Was it a great tailwind? An expert pilot with all the right stuff? Real magic? Nope. The airline simply lied about how long the flight would take.

Over at Which? they picked up on a small shift in flight times over the last ten years. Compared to 2008, it’s now taking a little longer to fly from New York to Singapore or London to Bangkok or even Paris to Berlin. In fact, they found that Virgin Atlantic flights from London’s Heathrow to Newark Liberty were taking “35 minutes” longer on average, according to flight timetables.

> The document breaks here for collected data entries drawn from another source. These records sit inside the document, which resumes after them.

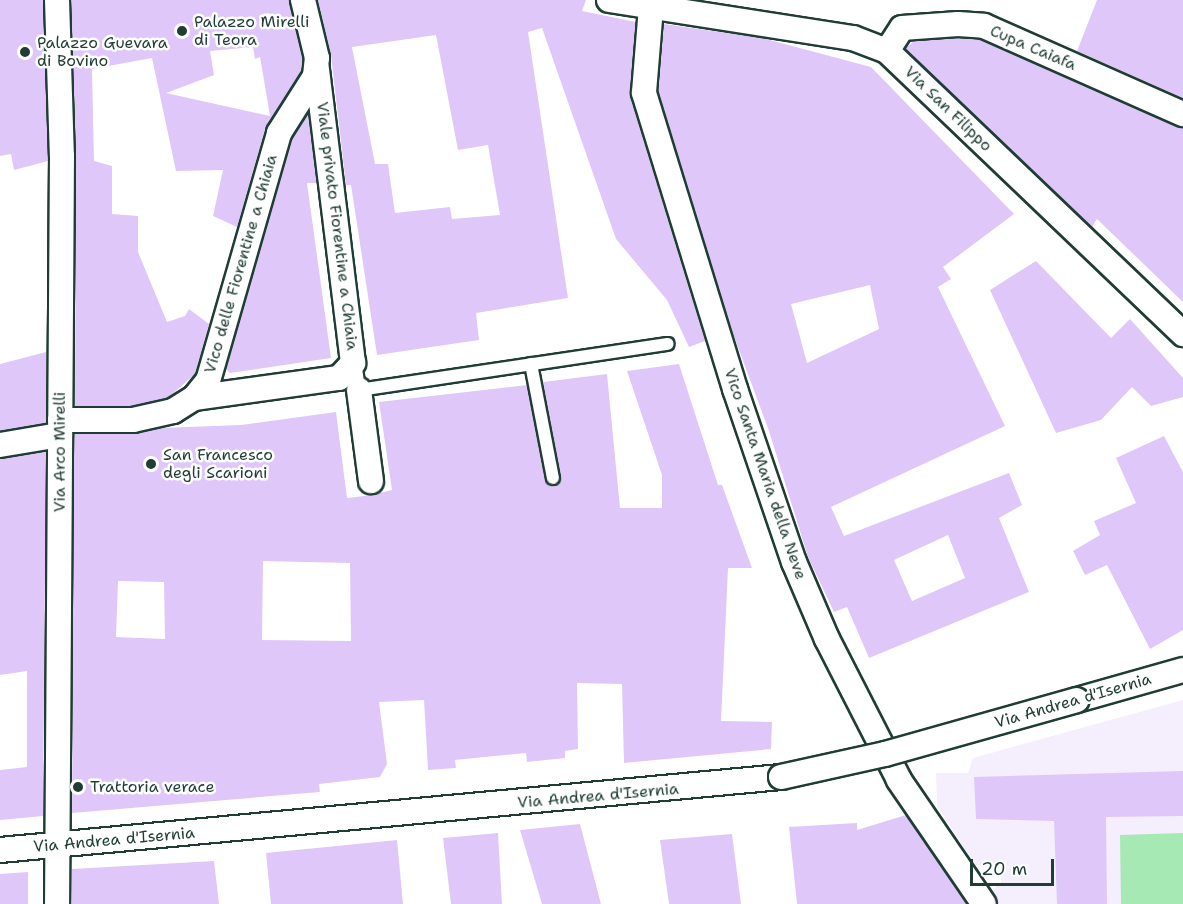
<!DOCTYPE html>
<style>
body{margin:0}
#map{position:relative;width:1183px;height:904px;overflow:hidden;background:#fff;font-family:"Shantell Sans",sans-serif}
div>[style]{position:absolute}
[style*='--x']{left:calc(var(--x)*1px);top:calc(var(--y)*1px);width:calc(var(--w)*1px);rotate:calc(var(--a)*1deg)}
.built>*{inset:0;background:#f5eefd}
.green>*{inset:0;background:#a6e9b4}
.building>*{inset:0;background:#dfc8f9}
.roads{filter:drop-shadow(2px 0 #1f3d34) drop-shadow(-2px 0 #1f3d34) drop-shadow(0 2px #1f3d34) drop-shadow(0 -2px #1f3d34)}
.lane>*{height:12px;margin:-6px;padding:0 6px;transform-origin:6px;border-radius:6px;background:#fff}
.street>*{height:24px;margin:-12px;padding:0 12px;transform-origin:12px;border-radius:12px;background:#fff}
.bridges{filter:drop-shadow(2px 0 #1f3d34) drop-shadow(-2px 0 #1f3d34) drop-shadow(0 2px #1f3d34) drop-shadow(0 -2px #1f3d34)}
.street-bridge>*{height:24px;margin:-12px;padding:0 12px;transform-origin:12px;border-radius:12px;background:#fff}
.dots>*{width:16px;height:16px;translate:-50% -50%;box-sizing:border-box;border:3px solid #fff;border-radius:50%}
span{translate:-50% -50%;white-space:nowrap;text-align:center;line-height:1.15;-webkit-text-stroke:5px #fff;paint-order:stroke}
.poi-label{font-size:16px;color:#1f3d34}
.left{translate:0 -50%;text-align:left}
.street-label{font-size:16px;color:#1f3d34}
.scale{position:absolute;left:970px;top:859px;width:84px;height:27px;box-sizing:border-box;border:3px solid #1f3d34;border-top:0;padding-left:8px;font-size:18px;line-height:21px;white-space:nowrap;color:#1f3d34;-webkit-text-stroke:4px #fff;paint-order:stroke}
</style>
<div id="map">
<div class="built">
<div style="clip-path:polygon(1183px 700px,1183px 904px,995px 904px,989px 894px,1001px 882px,1001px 866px,975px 865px,937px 806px,936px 773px,968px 773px,973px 758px)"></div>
</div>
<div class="green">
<div style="clip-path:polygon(1183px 833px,1183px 904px,1121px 904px,1120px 835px)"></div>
</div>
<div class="building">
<div style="clip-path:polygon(0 0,43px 0,48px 161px,14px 170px,11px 154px,0 156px)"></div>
<div style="clip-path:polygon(evenodd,71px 0,289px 0,303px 59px,301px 71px,265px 129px,237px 227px,213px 216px,223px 170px,176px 171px,152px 58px,92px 69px,94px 161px,112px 166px,112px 214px,138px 216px,138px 252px,167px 322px,185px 316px,189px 309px,209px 324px,195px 374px,168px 398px,131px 406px,75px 406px,76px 156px,71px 0,253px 47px,255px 59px,260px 57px,270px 116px,166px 93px,214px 75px,210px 51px,253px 47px)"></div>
<div style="clip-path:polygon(evenodd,318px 0,586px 0,582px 11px,636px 22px,630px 97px,705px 341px,689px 347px,667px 300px,616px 239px,542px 28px,528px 32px,568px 298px,476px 313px,479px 340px,377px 355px,351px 185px,346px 185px,331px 55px,318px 0,436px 35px,458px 150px,488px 145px,500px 215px,452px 219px,450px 207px,395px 213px,388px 164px,375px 164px,352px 47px,436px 35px)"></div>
<div style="clip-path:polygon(1097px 0,1183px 0,1183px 98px,1077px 51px)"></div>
<div style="clip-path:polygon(evenodd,664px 24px,762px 38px,871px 67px,1014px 214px,943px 267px,951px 279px,938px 287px,1005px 426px,831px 507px,844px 536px,1009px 473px,1022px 505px,999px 518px,1029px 592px,869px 658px,847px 607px,834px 612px,808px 557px,769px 431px,732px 331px,658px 91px,664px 24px,870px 285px,879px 329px,807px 363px,791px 304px,870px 285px,664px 24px,948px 535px,965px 578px,912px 601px,894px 560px,948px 535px)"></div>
<div style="clip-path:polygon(958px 38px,980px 40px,1183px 128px,1183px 302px,1097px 219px,1092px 227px,905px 49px,914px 41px)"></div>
<div style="clip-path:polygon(308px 113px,317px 183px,307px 183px,331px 358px,230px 373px,226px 369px,292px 139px)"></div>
<div style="clip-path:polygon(1036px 261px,1111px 338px,1130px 319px,1183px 378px,1183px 397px,1151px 406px,1132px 387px,1101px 420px,1056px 433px,990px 290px)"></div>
<div style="clip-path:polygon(46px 352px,46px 423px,0 431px,0 364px)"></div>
<div style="clip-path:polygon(evenodd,679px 364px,718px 485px,722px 485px,752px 568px,728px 568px,721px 721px,772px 722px,771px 749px,624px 763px,622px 684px,577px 683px,578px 749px,565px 751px,565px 758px,527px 762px,526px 753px,455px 760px,456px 768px,428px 770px,424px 700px,379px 702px,387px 764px,380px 777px,319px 784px,320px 792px,72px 813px,74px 434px,133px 434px,161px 428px,241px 425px,336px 412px,347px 498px,372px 495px,392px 490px,379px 402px,527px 385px,545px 480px,554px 486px,561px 476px,543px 382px,607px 374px,620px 508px,662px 508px,662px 475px,627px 371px,679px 364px,263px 561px,350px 563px,351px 641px,262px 640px,263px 561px,679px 364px,118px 581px,164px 582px,165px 639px,116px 637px,118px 581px)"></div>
<div style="clip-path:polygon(1164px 436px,1183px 472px,1183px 630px,1150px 649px,1107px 565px,1085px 575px,1073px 551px,1100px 535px,1094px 521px,1136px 503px,1116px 458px)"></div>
<div style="clip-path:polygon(46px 452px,43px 816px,0 820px,0 770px,27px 767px,27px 671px,0 675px,0 459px)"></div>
<div style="clip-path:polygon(1183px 771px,1183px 816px,1106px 817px,1107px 904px,1057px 904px,1054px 821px,976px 819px,974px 777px)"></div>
<div style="clip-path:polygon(906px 815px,967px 904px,797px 904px,789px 827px,857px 823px,857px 830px)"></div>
<div style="clip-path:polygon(580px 824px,601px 904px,542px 904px,520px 830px)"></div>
<div style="clip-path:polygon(498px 833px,502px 904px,451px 904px,443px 838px)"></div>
<div style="clip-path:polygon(732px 834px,741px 904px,669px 904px,660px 840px)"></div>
<div style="clip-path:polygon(397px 840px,403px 904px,271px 904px,266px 853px)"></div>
<div style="clip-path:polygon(214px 861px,219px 904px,71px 904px,72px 869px)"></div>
<div style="clip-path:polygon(28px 872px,28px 904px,0 904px,0 874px)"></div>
</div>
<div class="roads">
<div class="lane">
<div style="--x:355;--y:361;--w:29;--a:82"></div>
<div style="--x:359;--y:390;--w:312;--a:-8.5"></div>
<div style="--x:531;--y:364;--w:116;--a:79.1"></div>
</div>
<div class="street">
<div style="--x:57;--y:0;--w:156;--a:88.2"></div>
<div style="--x:62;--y:156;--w:748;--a:90.38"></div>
<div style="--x:609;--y:0;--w:247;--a:8.9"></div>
<div style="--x:853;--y:38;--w:36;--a:21"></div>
<div style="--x:887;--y:51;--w:410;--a:43.7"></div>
<div style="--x:651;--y:7;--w:86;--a:94.7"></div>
<div style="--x:644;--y:93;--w:310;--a:72.9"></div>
<div style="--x:735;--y:389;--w:183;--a:71.2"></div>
<div style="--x:794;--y:562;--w:84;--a:66.8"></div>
<div style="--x:827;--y:639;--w:158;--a:62.9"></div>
<div style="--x:899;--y:780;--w:150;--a:55.6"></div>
<div style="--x:887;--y:51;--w:27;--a:-57"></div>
<div style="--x:902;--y:28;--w:56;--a:-4.1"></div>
<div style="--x:958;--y:24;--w:26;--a:4"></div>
<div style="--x:984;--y:26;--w:218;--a:23.9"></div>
<div style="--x:359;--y:390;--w:92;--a:82.5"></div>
<div style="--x:194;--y:398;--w:146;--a:-7.9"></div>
<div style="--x:339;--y:378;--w:21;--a:-47"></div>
<div style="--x:353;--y:363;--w:297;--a:-97"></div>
<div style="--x:60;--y:420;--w:73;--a:0"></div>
<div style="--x:133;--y:420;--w:41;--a:-12.7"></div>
<div style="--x:173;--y:411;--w:25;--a:-32"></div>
<div style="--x:194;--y:398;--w:22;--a:-51"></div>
<div style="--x:208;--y:381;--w:258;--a:-74"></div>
<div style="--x:279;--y:133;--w:67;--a:-57.7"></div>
<div style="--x:315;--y:76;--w:18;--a:-84"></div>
<div style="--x:317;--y:58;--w:60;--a:-103.6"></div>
<div style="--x:0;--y:445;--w:61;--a:-9.5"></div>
<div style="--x:1077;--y:700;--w:110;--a:-15.8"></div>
<div style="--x:0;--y:850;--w:784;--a:-5.34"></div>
</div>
</div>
<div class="bridges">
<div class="street-bridge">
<div style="--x:781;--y:777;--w:107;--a:-12.5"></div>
<div style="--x:885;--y:754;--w:199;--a:-15.7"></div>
</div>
</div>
<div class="dots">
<div style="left:182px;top:31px;background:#1f3d34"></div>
<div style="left:25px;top:52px;background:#1f3d34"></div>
<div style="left:151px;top:464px;background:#1f3d34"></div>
<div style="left:78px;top:787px;background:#1f3d34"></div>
</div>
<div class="poi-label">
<span class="left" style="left:194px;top:31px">Palazzo Mirelli<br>di Teora</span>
<span class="left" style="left:37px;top:52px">Palazzo Guevara<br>di Bovino</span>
<span class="left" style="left:163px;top:464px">San Francesco<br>degli Scarioni</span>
<span class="left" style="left:90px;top:787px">Trattoria verace</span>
</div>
<div class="street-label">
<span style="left:1033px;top:48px;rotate:23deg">Cupa Caiafa</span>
<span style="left:948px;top:109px;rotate:44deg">Via San Filippo</span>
<span style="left:337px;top:226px;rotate:83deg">Viale privato Fiorentine a Chiaia</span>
<span style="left:241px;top:264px;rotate:-74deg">Vico delle Fiorentine a Chiaia</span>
<span style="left:60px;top:452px;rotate:-90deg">Via Arco Mirelli</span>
<span style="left:765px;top:474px;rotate:71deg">Vico Santa Maria della Neve</span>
<span style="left:1073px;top:701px;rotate:-16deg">Via Andrea d'Isernia</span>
<span style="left:598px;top:796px;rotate:-5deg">Via Andrea d'Isernia</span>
<span style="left:114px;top:840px;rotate:-5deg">Via Andrea d'Isernia</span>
</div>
<div class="scale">20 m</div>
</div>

This trend spans the European budget carriers RyanAir and EasyJet as well is the big carriers like British and Virgin. All the while, the actual equipment has gotten a lot more efficient.

So what gives?

Well, to put it simply, airlines are tired of you being pissed off when everything doesn’t go exactly according to a timetable and then demanding compensation for late arrivals or delays. Look, the carefree skies we like to fly are getting more and more congested as we travel more. That leads to delays on the ground and in the air. Those delays then trickle through an entire day’s schedule of flights until serious delays occur in the latter half of the day (this is called the knock-on effect). Eventually, airlines will have to reschedule people’s connections and/or hand out vouchers for free flights; or, in Europe, pay up to €600/$700 for three-hour-plus delays. That, in turn, means they have to burn cash.

In order to “be on time more,” airlines are simply padding their arrival times to give the appearance of arriving on time — within reason. The average “padding” is 20-35 minutes, so it’s not some massive effect. In exchange, you get to enjoy a sense of relief when you actually arrive at your destination when you were scheduled to (even if that schedule is a bit of a lie).